> **YOUR GOAL**: For the records below, say how many lines contain the string "Embassy". Give no other text.

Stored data
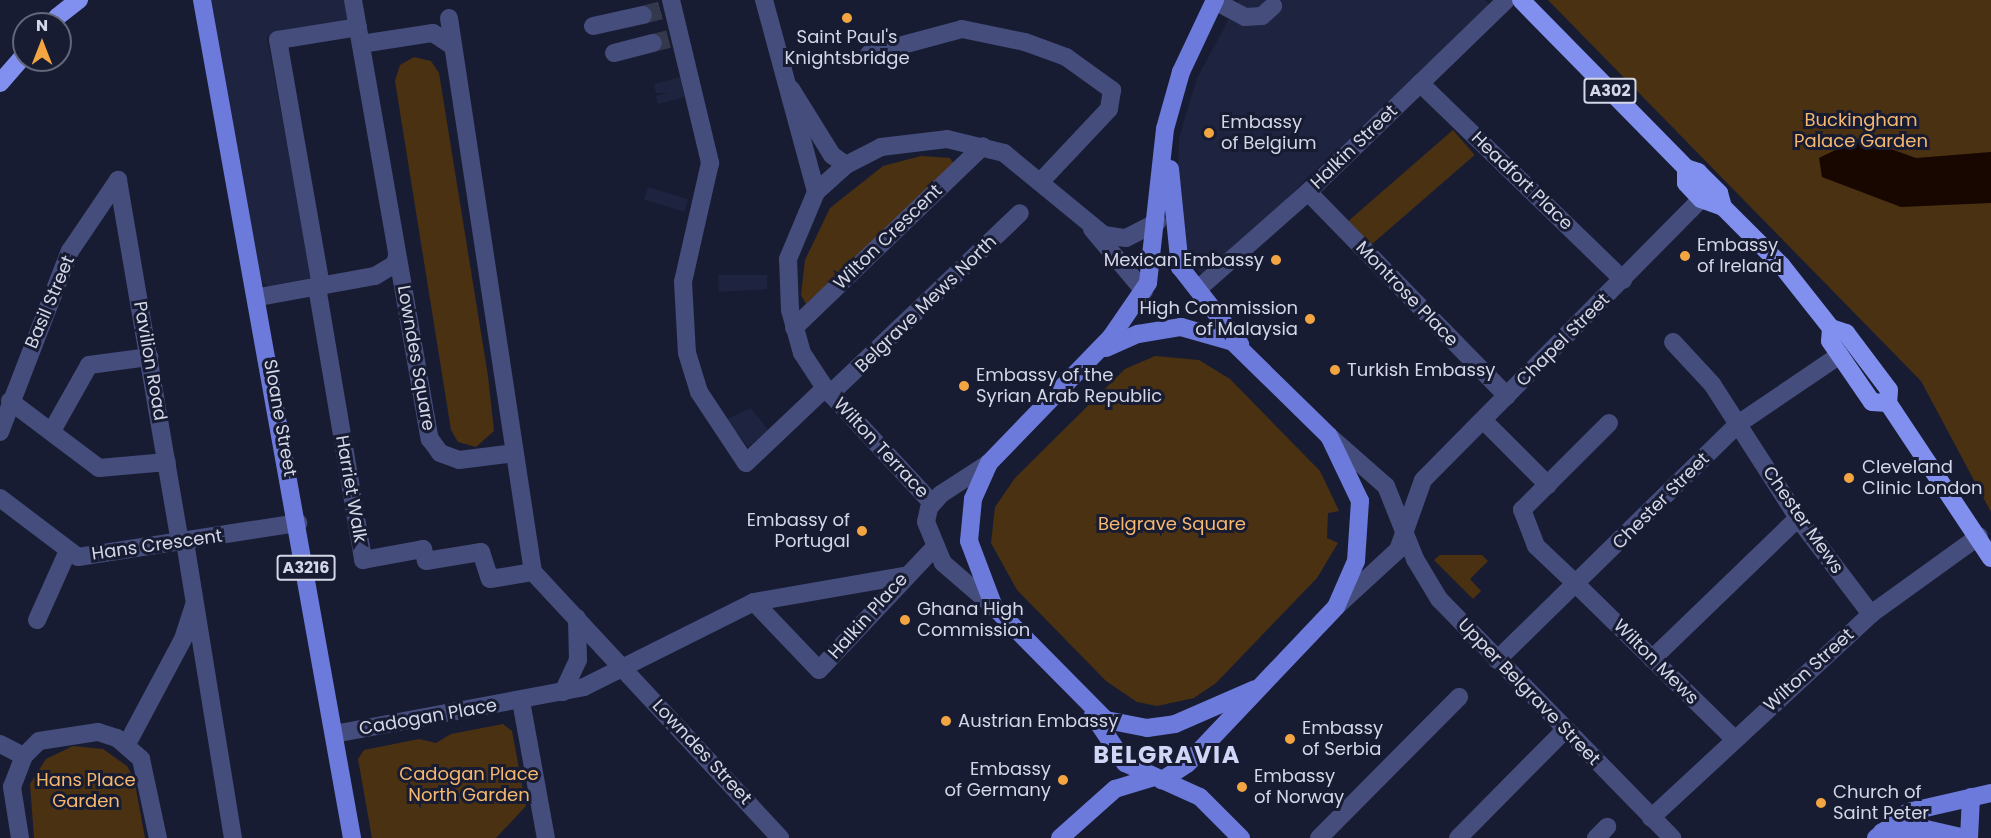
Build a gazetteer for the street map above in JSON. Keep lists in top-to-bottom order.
{
  "streets": {
    "highway": ["A302"],
    "main road": ["Sloane Street", "A3216"],
    "street": [
      "Halkin Street",
      "Headfort Place",
      "Wilton Crescent",
      "Montrose Place",
      "Basil Street",
      "Belgrave Mews North",
      "Chapel Street",
      "Lowndes Square",
      "Pavilion Road",
      "Wilton Terrace",
      "Harriet Walk",
      "Chester Street",
      "Chester Mews",
      "Hans Crescent",
      "Halkin Place",
      "Wilton Mews",
      "Wilton Street",
      "Upper Belgrave Street",
      "Cadogan Place",
      "Lowndes Street"
    ]
  },
  "crossings": [
    ["A302", "Chapel Street"],
    ["A302", "Chester Street"],
    ["A302", "Wilton Street"],
    ["Halkin Street", "Headfort Place"],
    ["Halkin Street", "Montrose Place"],
    ["Headfort Place", "Chapel Street"],
    ["Montrose Place", "Chapel Street"],
    ["Basil Street", "Pavilion Road"],
    ["Belgrave Mews North", "Wilton Terrace"],
    ["Chapel Street", "Upper Belgrave Street"],
    ["Lowndes Square", "Harriet Walk"],
    ["Pavilion Road", "Hans Crescent"],
    ["Sloane Street", "Hans Crescent"],
    ["Sloane Street", "Cadogan Place"],
    ["Harriet Walk", "Lowndes Street"],
    ["Chester Street", "Chester Mews"],
    ["Chester Street", "Wilton Mews"],
    ["Chester Street", "Upper Belgrave Street"],
    ["Chester Mews", "Wilton Street"],
    ["Wilton Mews", "Wilton Street"],
    ["Wilton Street", "Upper Belgrave Street"]
  ],
  "districts": ["BELGRAVIA"],
  "parks": [
    "Buckingham Palace Garden",
    "Belgrave Square",
    "Cadogan Place North Garden",
    "Hans Place Garden"
  ],
  "places": [
    "Saint Paul's Knightsbridge",
    "Embassy of Belgium",
    "Embassy of Ireland",
    "Mexican Embassy",
    "High Commission of Malaysia",
    "Turkish Embassy",
    "Embassy of the Syrian Arab Republic",
    "Cleveland Clinic London",
    "Embassy of Portugal",
    "Ghana High Commission",
    "Austrian Embassy",
    "Embassy of Serbia",
    "Embassy of Germany",
    "Embassy of Norway",
    "Church of Saint Peter"
  ],
  "north": "top"
}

> **ANSWER SPACE**: 10